___ Data extracts

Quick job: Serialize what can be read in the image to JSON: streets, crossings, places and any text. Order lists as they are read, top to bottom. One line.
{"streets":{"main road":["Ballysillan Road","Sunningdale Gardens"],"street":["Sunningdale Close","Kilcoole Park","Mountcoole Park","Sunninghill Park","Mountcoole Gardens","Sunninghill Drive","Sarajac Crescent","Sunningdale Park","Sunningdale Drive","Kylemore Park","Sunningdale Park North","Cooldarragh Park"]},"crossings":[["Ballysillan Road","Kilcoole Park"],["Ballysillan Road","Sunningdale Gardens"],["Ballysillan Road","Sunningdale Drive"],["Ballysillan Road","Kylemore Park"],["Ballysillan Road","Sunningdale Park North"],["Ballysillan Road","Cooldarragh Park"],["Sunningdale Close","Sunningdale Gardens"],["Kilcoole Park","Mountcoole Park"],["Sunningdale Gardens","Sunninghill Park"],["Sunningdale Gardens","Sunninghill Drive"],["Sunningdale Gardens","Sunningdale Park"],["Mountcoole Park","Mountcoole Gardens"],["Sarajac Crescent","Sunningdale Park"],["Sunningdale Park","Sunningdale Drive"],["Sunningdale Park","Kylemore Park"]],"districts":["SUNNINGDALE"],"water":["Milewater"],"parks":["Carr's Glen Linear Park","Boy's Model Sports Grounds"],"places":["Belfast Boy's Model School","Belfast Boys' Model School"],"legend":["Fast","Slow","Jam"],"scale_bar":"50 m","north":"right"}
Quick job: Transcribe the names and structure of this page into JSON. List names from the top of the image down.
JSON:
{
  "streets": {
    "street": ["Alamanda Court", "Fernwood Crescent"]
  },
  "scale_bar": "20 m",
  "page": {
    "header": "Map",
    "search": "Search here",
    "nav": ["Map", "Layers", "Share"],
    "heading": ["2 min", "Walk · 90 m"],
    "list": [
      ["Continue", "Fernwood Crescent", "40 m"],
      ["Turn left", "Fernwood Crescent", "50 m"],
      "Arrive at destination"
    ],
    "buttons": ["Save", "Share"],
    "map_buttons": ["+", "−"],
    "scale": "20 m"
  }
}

______

▶ Directions
Print each entry above again, exactly as it was given.

▶ Answer
Quick job: Serialize what can be read in the image to JSON: streets, crossings, places and any text. Order lists as they are read, top to bottom. One line.
{"streets":{"main road":["Ballysillan Road","Sunningdale Gardens"],"street":["Sunningdale Close","Kilcoole Park","Mountcoole Park","Sunninghill Park","Mountcoole Gardens","Sunninghill Drive","Sarajac Crescent","Sunningdale Park","Sunningdale Drive","Kylemore Park","Sunningdale Park North","Cooldarragh Park"]},"crossings":[["Ballysillan Road","Kilcoole Park"],["Ballysillan Road","Sunningdale Gardens"],["Ballysillan Road","Sunningdale Drive"],["Ballysillan Road","Kylemore Park"],["Ballysillan Road","Sunningdale Park North"],["Ballysillan Road","Cooldarragh Park"],["Sunningdale Close","Sunningdale Gardens"],["Kilcoole Park","Mountcoole Park"],["Sunningdale Gardens","Sunninghill Park"],["Sunningdale Gardens","Sunninghill Drive"],["Sunningdale Gardens","Sunningdale Park"],["Mountcoole Park","Mountcoole Gardens"],["Sarajac Crescent","Sunningdale Park"],["Sunningdale Park","Sunningdale Drive"],["Sunningdale Park","Kylemore Park"]],"districts":["SUNNINGDALE"],"water":["Milewater"],"parks":["Carr's Glen Linear Park","Boy's Model Sports Grounds"],"places":["Belfast Boy's Model School","Belfast Boys' Model School"],"legend":["Fast","Slow","Jam"],"scale_bar":"50 m","north":"right"}
Quick job: Transcribe the names and structure of this page into JSON. List names from the top of the image down.
JSON:
{
  "streets": {
    "street": ["Alamanda Court", "Fernwood Crescent"]
  },
  "scale_bar": "20 m",
  "page": {
    "header": "Map",
    "search": "Search here",
    "nav": ["Map", "Layers", "Share"],
    "heading": ["2 min", "Walk · 90 m"],
    "list": [
      ["Continue", "Fernwood Crescent", "40 m"],
      ["Turn left", "Fernwood Crescent", "50 m"],
      "Arrive at destination"
    ],
    "buttons": ["Save", "Share"],
    "map_buttons": ["+", "−"],
    "scale": "20 m"
  }
}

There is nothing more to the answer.